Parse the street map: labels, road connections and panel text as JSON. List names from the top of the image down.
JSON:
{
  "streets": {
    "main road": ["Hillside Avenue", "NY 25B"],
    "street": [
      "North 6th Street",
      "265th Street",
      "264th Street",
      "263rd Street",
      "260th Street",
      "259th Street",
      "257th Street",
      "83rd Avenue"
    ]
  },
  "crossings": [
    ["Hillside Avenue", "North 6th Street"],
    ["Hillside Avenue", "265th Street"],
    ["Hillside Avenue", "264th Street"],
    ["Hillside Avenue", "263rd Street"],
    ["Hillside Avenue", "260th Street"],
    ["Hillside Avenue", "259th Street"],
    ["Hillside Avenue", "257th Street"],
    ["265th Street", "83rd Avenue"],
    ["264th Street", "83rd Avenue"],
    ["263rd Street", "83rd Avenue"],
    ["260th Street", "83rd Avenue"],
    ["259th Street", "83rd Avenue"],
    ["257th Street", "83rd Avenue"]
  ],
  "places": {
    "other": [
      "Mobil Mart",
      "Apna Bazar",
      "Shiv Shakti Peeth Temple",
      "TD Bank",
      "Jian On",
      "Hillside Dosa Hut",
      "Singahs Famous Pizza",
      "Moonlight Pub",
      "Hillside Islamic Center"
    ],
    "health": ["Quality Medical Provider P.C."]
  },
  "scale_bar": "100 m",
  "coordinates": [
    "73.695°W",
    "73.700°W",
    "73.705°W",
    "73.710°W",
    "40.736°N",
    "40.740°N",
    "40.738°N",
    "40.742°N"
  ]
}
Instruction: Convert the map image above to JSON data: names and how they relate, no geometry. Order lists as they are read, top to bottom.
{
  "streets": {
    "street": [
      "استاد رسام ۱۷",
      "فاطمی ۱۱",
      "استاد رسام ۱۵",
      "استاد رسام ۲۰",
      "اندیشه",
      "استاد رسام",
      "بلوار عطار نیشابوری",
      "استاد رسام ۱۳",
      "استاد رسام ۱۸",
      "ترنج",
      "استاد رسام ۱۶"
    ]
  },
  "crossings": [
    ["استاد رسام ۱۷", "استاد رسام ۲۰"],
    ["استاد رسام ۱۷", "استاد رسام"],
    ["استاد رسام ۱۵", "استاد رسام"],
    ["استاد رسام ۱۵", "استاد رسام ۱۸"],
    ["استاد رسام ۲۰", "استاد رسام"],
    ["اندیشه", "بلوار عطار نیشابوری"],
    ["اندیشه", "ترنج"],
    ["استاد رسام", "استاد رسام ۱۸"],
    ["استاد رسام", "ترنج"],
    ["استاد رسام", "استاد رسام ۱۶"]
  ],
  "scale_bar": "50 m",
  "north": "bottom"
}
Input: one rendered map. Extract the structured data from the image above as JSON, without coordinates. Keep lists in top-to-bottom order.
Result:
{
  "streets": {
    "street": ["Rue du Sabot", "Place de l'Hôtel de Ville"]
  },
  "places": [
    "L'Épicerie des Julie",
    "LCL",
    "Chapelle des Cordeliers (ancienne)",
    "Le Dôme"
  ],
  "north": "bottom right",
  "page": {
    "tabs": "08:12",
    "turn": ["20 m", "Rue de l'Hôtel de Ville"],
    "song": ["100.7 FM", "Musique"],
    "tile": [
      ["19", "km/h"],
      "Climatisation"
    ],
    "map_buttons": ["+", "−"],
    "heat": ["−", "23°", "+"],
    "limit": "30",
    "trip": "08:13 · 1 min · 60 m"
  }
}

- - -

* **Prompt**
Once you have read the data, reproduce all of it exactly.

* **Result for this task**
Parse the street map: labels, road connections and panel text as JSON. List names from the top of the image down.
JSON:
{
  "streets": {
    "main road": ["Hillside Avenue", "NY 25B"],
    "street": [
      "North 6th Street",
      "265th Street",
      "264th Street",
      "263rd Street",
      "260th Street",
      "259th Street",
      "257th Street",
      "83rd Avenue"
    ]
  },
  "crossings": [
    ["Hillside Avenue", "North 6th Street"],
    ["Hillside Avenue", "265th Street"],
    ["Hillside Avenue", "264th Street"],
    ["Hillside Avenue", "263rd Street"],
    ["Hillside Avenue", "260th Street"],
    ["Hillside Avenue", "259th Street"],
    ["Hillside Avenue", "257th Street"],
    ["265th Street", "83rd Avenue"],
    ["264th Street", "83rd Avenue"],
    ["263rd Street", "83rd Avenue"],
    ["260th Street", "83rd Avenue"],
    ["259th Street", "83rd Avenue"],
    ["257th Street", "83rd Avenue"]
  ],
  "places": {
    "other": [
      "Mobil Mart",
      "Apna Bazar",
      "Shiv Shakti Peeth Temple",
      "TD Bank",
      "Jian On",
      "Hillside Dosa Hut",
      "Singahs Famous Pizza",
      "Moonlight Pub",
      "Hillside Islamic Center"
    ],
    "health": ["Quality Medical Provider P.C."]
  },
  "scale_bar": "100 m",
  "coordinates": [
    "73.695°W",
    "73.700°W",
    "73.705°W",
    "73.710°W",
    "40.736°N",
    "40.740°N",
    "40.738°N",
    "40.742°N"
  ]
}
Instruction: Convert the map image above to JSON data: names and how they relate, no geometry. Order lists as they are read, top to bottom.
{
  "streets": {
    "street": [
      "استاد رسام ۱۷",
      "فاطمی ۱۱",
      "استاد رسام ۱۵",
      "استاد رسام ۲۰",
      "اندیشه",
      "استاد رسام",
      "بلوار عطار نیشابوری",
      "استاد رسام ۱۳",
      "استاد رسام ۱۸",
      "ترنج",
      "استاد رسام ۱۶"
    ]
  },
  "crossings": [
    ["استاد رسام ۱۷", "استاد رسام ۲۰"],
    ["استاد رسام ۱۷", "استاد رسام"],
    ["استاد رسام ۱۵", "استاد رسام"],
    ["استاد رسام ۱۵", "استاد رسام ۱۸"],
    ["استاد رسام ۲۰", "استاد رسام"],
    ["اندیشه", "بلوار عطار نیشابوری"],
    ["اندیشه", "ترنج"],
    ["استاد رسام", "استاد رسام ۱۸"],
    ["استاد رسام", "ترنج"],
    ["استاد رسام", "استاد رسام ۱۶"]
  ],
  "scale_bar": "50 m",
  "north": "bottom"
}
Input: one rendered map. Extract the structured data from the image above as JSON, without coordinates. Keep lists in top-to-bottom order.
Result:
{
  "streets": {
    "street": ["Rue du Sabot", "Place de l'Hôtel de Ville"]
  },
  "places": [
    "L'Épicerie des Julie",
    "LCL",
    "Chapelle des Cordeliers (ancienne)",
    "Le Dôme"
  ],
  "north": "bottom right",
  "page": {
    "tabs": "08:12",
    "turn": ["20 m", "Rue de l'Hôtel de Ville"],
    "song": ["100.7 FM", "Musique"],
    "tile": [
      ["19", "km/h"],
      "Climatisation"
    ],
    "map_buttons": ["+", "−"],
    "heat": ["−", "23°", "+"],
    "limit": "30",
    "trip": "08:13 · 1 min · 60 m"
  }
}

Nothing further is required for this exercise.